GOING GREEN IN A BIG WAY
The five-and-dime thrift shop that Sam Walton built into the world's largest retailer is changing expectations in a big way. Consider that Walmart is succeeding where many governments have failed: legislating behavioral change by raising awareness, facilitating best practices, sharing information, and holding suppliers and partners accountable—all within the framework of sound business principles.
Green is not a contrived part of the business that preys on consumer conscience at the store shelf, then fails to deliver at the loading dock. Business strategy and sustainability go hand-in-hand.
For Elizabeth Fretheim, Walmart's director of business strategy and sustainability, the retailer's ethos is an augmented reality.
"Within the transportation function, for example, we want to accomplish three goals: fill every trailer to capacity; drive those trailers the fewest miles possible; and use the most efficient equipment," she explains. "All these efforts drive sustainability, as well as operational efficiency."

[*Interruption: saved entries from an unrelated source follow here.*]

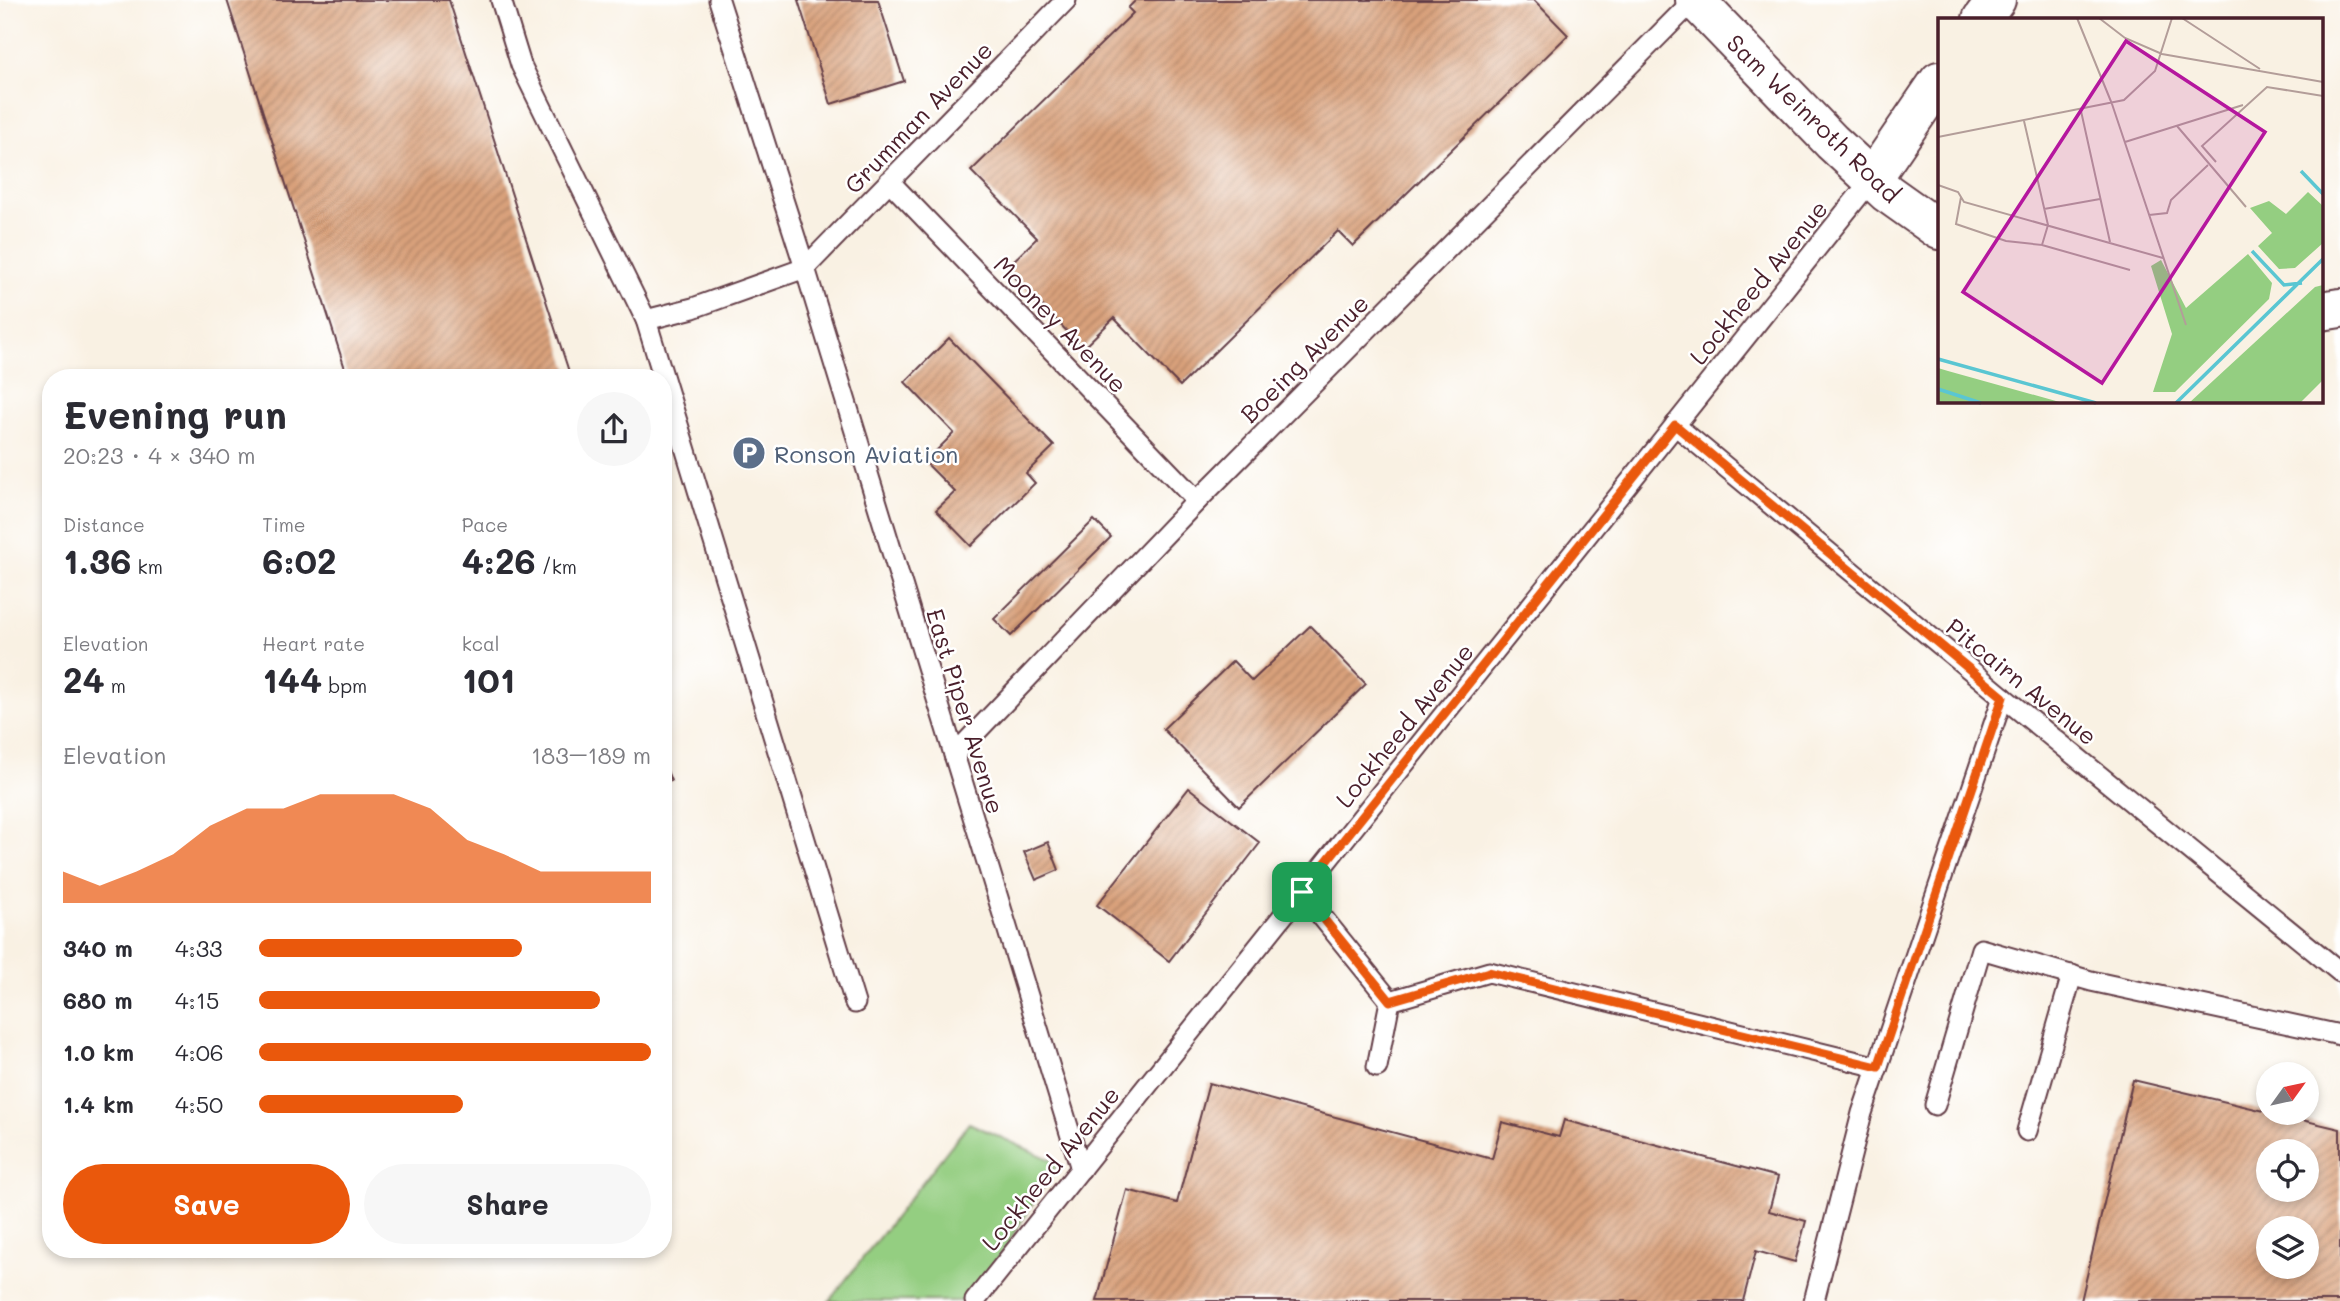 <!DOCTYPE html>
<meta charset="utf-8">
<style>
body{margin:0;font-family:Mali,sans-serif;background:#f7f7f7;color:#2b2b33;height:100vh;display:flex;flex-direction:column;font-size:26px;white-space:nowrap}
*{box-sizing:border-box;margin:0}
p{font-size:23px;color:#7c7c81}
.icon{flex:none;width:38px;height:38px;fill:none;stroke:currentColor;stroke-width:2;stroke-linecap:round;stroke-linejoin:round}
.map{position:relative;flex:1;overflow:hidden}
.sheet{position:absolute;left:42px;top:369px;width:630px;height:889px;display:flex;flex-direction:column;background:#fff;border-radius:28px;box-shadow:0 4px 10px #0003}
.sheet>*{flex:none}
.needle{width:46px;rotate:57deg}
.buttons{position:absolute;left:2256px;top:1062px;display:grid;gap:14px}
.buttons a{display:grid;place-items:center;width:63px;height:63px;border-radius:50%;background:#fff;box-shadow:0 4px 10px #0003;font-size:35px}
.pin{position:absolute;display:grid;place-items:center;width:60px;height:60px;color:#fff;margin:-30px;border-radius:14px;box-shadow:0 4px 10px #0006}
.round{display:grid;place-items:center;flex:none;width:74px;height:74px;border-radius:37px;background:#f7f7f7}
.summary{display:flex;align-items:center;justify-content:space-between;height:119px;padding:0 21px}
h1{font-size:38px;font-weight:700;line-height:52px}
.metrics{display:grid;grid-template-columns:repeat(3,1fr);gap:10px;height:119px;padding:7px 21px}
.metrics div{display:grid;align-content:center}
.metrics b{font-size:35px;font-weight:700}
.metrics small{font-size:19px;font-weight:400}
.metrics p{font-size:19px}
.chart{height:196px;padding:14px 21px}
.chart p{display:flex;justify-content:space-between}
.chart svg{width:100%;height:126px;margin-top:7px;fill:#ea580c;opacity:.7}
.cta{display:flex;gap:14px;margin-top:auto;padding:14px 21px}
.cta a{flex:1;height:80px;border-radius:42px;background:#ea580c;color:#fff;font-size:28px;font-weight:700;line-height:80px;text-align:center}
.cta a+a{background:#f7f7f7;color:#2b2b33}
ul{padding:0 21px;list-style:none;font-size:23px}
li{display:grid;grid-template-columns:112px 84px 1fr;align-items:center;height:52px}
li i{height:18px;border-radius:9px;background:#ea580c}
.map>svg:first-child{display:block}
.green{fill:#94ce81;stroke:#6f7656;stroke-width:2}
.building{fill:url(#building-hatch);fill-rule:evenodd}
.lines{fill:none;stroke-linecap:round;stroke-linejoin:round}
.lane-casing{stroke:#643e47;stroke-width:23}
.secondary-casing{stroke:#643e47;stroke-width:42}
.lane{stroke:#fff;stroke-width:19}
.secondary{stroke:#fff;stroke-width:38}
.route-casing{stroke:#fff;stroke-width:14}
.route{stroke:#ea580c;stroke-width:9}
.labels{text-anchor:middle;dominant-baseline:central;stroke-width:5;stroke-linejoin:round;paint-order:stroke}
.street-label{font-size:24px;fill:#4a1f2b;stroke:#fff}
.service-label{font-size:24px;fill:#4e5e75;stroke:#fff;text-anchor:start}
.inset-river{fill:none;stroke:#5ac6d2;stroke-width:3.5}
.inset-road{fill:none;stroke:#b39d99;stroke-width:2}
.view{fill:#b5179e;fill-opacity:0.15;stroke:#b5179e;stroke-width:3.5}
.inset-edge{fill:none;stroke:#4a1f2b;stroke-width:3.5}
</style>
<div class="map">
<svg width="2340" height="1301" viewBox="0 0 2340 1301">
<defs>
<pattern id="building-hatch" width="6" height="6" patternUnits="userSpaceOnUse" patternTransform="scale(1.75)"><rect width="6" height="6" fill="#d9a17b"/><path d="M-1 1l2-2M0 6l6-6M5 7l2-2" fill="none" stroke="#b28365"/></pattern>
</defs>
<rect width="100%" height="100%" fill="#fff"/>
<filter id="ink" filterUnits="userSpaceOnUse"><feTurbulence type="fractalNoise" baseFrequency=".0143" numOctaves="2"/><feDisplacementMap in="SourceGraphic" scale="14" xChannelSelector="R" yChannelSelector="G"/><feConvolveMatrix kernelMatrix="1 2 1 2 8 2 1 2 1" color-interpolation-filters="sRGB"/></filter>
<filter id="wash" filterUnits="userSpaceOnUse"><feTurbulence type="fractalNoise" baseFrequency=".00686" numOctaves="4" result="noise"/><feDisplacementMap in="SourceGraphic" scale="28" xChannelSelector="R" yChannelSelector="G"/><feGaussianBlur stdDeviation="1.57" result="paint"/><feColorMatrix in="noise" values="0 0 0 0 0 0 0 0 0 0 0 0 0 0 0 0 0 1.4 0 .05"/><feComposite in="paint" operator="in"/></filter>
<g filter="url(#wash)">
<rect width="100%" height="100%" fill="#f9f1e3"/>
<polygon class="green" points="969,1123 1058,1163 972,1301 829,1301"/>
<g id="blocks">
<g class="building">
<polygon points="227,0 449,0 571,378 348,378"/>
<polygon points="798,0 878,0 904,81 831,104"/>
<polygon points="1136,0 1534,0 1568,35 1353,246 1338,231 1180,386 1114,318 1083,348 1006,268 1037,238 971,171 1133,13 1128,8"/>
<polygon points="949,338 1054,446 1026,473 1035,483 971,546 936,510 955,492 925,462 954,433 905,382"/>
<polygon points="1094,520 1111,537 1011,636 994,619"/>
<polygon points="1310,626 1366,684 1239,807 1163,729 1233,661 1252,681"/>
<polygon points="663,760 671,781 663,783"/>
<polygon points="1189,788 1260,843 1169,961 1097,905"/>
<polygon points="1048,842 1059,870 1036,880 1024,852"/>
<path d="M 2133,1080 L 2340,1129 L 2340,1301 L 2081,1301 ZM 2268,1152 L 2306,1152 L 2306,1190 L 2268,1190 ZM 2268,1228 L 2306,1228 L 2306,1267 L 2268,1267 Z"/>
<polygon points="1209,1083 1492,1159 1502,1122 1559,1137 1564,1120 1778,1177 1769,1211 1806,1221 1795,1262 1756,1251 1743,1301 1097,1301 1127,1190 1177,1203"/>
</g>
</g>
</g>
<g filter="url(#ink)">
<use href="#blocks" fill-opacity="0" stroke="#643e47" stroke-width="2"/>
<g class="lines">
<defs>
<g id="lane">
<polyline points="501,0 521,65 646,320 693,308 805,268 1066,0"/>
<polyline points="719,0 805,268 1081,1169"/>
<polyline points="889,181 1197,501"/>
<polyline points="646,320 855,1003"/>
<polyline points="1675,425 2003,697 2340,972"/>
<polyline points="954,755 1197,501 1694,0"/>
<polyline points="1302,892 1390,1001 1489,972 1878,1067"/>
<polyline points="1377,1067 1390,1001"/>
<polyline points="1935,1105 1981,949 2091,981 2340,1035"/>
<polyline points="2027,1131 2072,975"/>
<polyline points="975,1301 1872,179"/>
<polyline points="1814,1301 1862,1113 2003,697"/>
</g>
<g id="secondary">
<polyline points="1695,0 1832,142 1872,179 1887,193 1939,230"/>
<polyline points="1982,19 1996,0"/>
<polyline points="1872,179 1939,81"/>
<polyline points="2321,311 2340,308"/>
</g>
</defs>
<use href="#lane" class="lane-casing"/>
<use href="#secondary" class="secondary-casing"/>
<use href="#lane" class="lane"/>
<use href="#secondary" class="secondary"/>
</g>
</g>
<g class="lines" filter="url(#ink)">
<defs>
<polygon id="route" points="1675,425 2003,697 1878,1067 1489,972 1390,1001 1302,892"/>
</defs>
<use href="#route" class="route-casing"/>
<use href="#route" class="route"/>
</g>
<defs>
<symbol id="parking-disc" viewBox="-11 -11 22 22"><circle r="9.5" fill="#5c6f8a" stroke="#fff"/><path d="M-3.5-5.5H1a3.5 3.5 0 0 1 0 7H-1V5.5H-3.5ZM-1-3.4V-.6H.8a1.4 1.4 0 0 0 0-2.8Z" fill="#fff"/></symbol>
</defs>
<g fill-rule="evenodd">
<use href="#parking-disc" x="730" y="434" width="38" height="38"/>
</g>
<g class="labels">
<g class="street-label">
<text transform="translate(918 117) rotate(-46)">Grumman Avenue</text>
<text transform="translate(1814 118) rotate(44)">Sam Weinroth Road</text>
<text transform="translate(1758 282) rotate(-51)">Lockheed Avenue</text>
<text transform="translate(1061 324) rotate(46)">Mooney Avenue</text>
<text transform="translate(1304 358) rotate(-45)">Boeing Avenue</text>
<text transform="translate(2022 681) rotate(39)">Pitcairn Avenue</text>
<text transform="translate(966 711) rotate(73)">East Piper Avenue</text>
<text transform="translate(1404 725) rotate(-51)">Lockheed Avenue</text>
<text transform="translate(1050 1168) rotate(-51)">Lockheed Avenue</text>
</g>
<g class="service-label">
<text x="774" y="453">Ronson Aviation</text>
</g>
</g>
<g transform="translate(1938 18)">
<rect width="385" height="385" fill="#f9f1e3"/>
<path d="M 370,174 L 385,188 L 385,225 L 357,250 L 341,251 L 320,228 L 334,215 L 312,190 L 331,183 L 348,196 ZM 310,236 L 334,265 L 331,281 L 237,374 L 215,374 L 234,316 L 213,248 L 223,242 L 248,290 ZM 385,267 L 385,362 L 362,385 L 251,385 L 377,269 ZM 0,350 L 10,353 L 125,385 L 0,385 Z" fill="#94ce81"/>
<path class="inset-river" d="M 363,153 L 385,176M 314,233 L 346,267 L 364,265M 0,341 L 158,385M 0,371 L 43,385M 238,385 L 385,241"/>
<path class="inset-road" d="M 139,0 L 174,86M 161,0 L 187,20 L 224,36 L 385,64M 244,0 L 322,51M 174,86 L 248,307M 143,93 L 172,224M 239,108 L 308,189M 0,119 L 186,82 L 217,53 L 234,0M 187,124 L 305,87M 278,144 L 264,128 L 329,69 L 385,78M 0,167 L 20,174 L 26,184 L 225,240M 23,179 L 18,206 L 68,223 L 104,227 L 110,207 L 86,103M 106,191 L 162,181M 211,197 L 229,195 L 233,182 L 270,147M 104,227 L 192,252"/>
<path class="view" d="M 188,23 L 327,114 L 164,365 L 25,274 Z"/>
<rect width="385" height="385" class="inset-edge"/>
</g>
</svg>
<div class="buttons">
<a><svg class="needle" viewBox="-14 -14 28 28"><path d="M0-13l5 13h-10z" fill="#e53935"/><path d="M0 13l5-13h-10z" fill="#7c7c81"/></svg></a>
<a><svg class="icon" aria-label="locate" viewBox="0 0 24 24"><circle cx="12" cy="12" r="6"/><path d="M12 2v4M12 18v4M2 12h4M18 12h4"/></svg></a>
<a><svg class="icon" aria-label="layers" viewBox="0 0 24 24"><path d="M12 4l9 5-9 5-9-5zM3 14l9 5 9-5"/></svg></a>
</div>
<div class="pin" style="left:1302px;top:892px;background:#1e9e55"><svg class="icon" aria-label="arrive" viewBox="0 0 24 24"><path d="M6 21V4h12l-3 4 3 4H6"/></svg></div>
<section class="sheet">
<div class="summary"><div><h1>Evening run</h1><p>20:23 · 4 × 340 m</p></div><a class="round"><svg class="icon" aria-label="share" viewBox="0 0 24 24"><path d="M12 15V3M7 8l5-5 5 5M5 13v7h14v-7"/></svg></a></div>
<div class="metrics">
<div><p>Distance</p><b>1.36<small> km</small></b></div>
<div><p>Time</p><b>6:02</b></div>
<div><p>Pace</p><b>4:26<small> /km</small></b></div>
</div>
<div class="metrics">
<div><p>Elevation</p><b>24<small> m</small></b></div>
<div><p>Heart rate</p><b>144<small> bpm</small></b></div>
<div><p>kcal</p><b>101</b></div>
</div>
<div class="chart"><p><span>Elevation</span>183–189 m</p>
<svg viewBox="0 0 160 44" preserveAspectRatio="none"><path d="M0 44V33L10 38L20 33L30 27L40 17L50 11L60 11L70 6L80 6L90 6L100 11L110 22L120 27L130 33L140 33L150 33L160 33V44z"/></svg>
</div>
<ul>
<li><b>340 m</b>4:33<i style="width:67%"></i></li>
<li><b>680 m</b>4:15<i style="width:87%"></i></li>
<li><b>1.0 km</b>4:06<i style="width:100%"></i></li>
<li><b>1.4 km</b>4:50<i style="width:52%"></i></li>
</ul>
<div class="cta"><a>Save</a><a>Share</a></div>
</section>
</div>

Walmart's green strategy is centrally organized; it has a clear roadmap for where it wants to go. In its quest for a 100-percent renewable energy power supply, for example, the company aims to procure seven billion kilowatt hours of renewable energy globally every year by 2021—a 600-percent increase over 2010 levels—and reduce by 20 percent the kilowatt-hour-per-square-foot energy intensity required to power its buildings globally during the same period.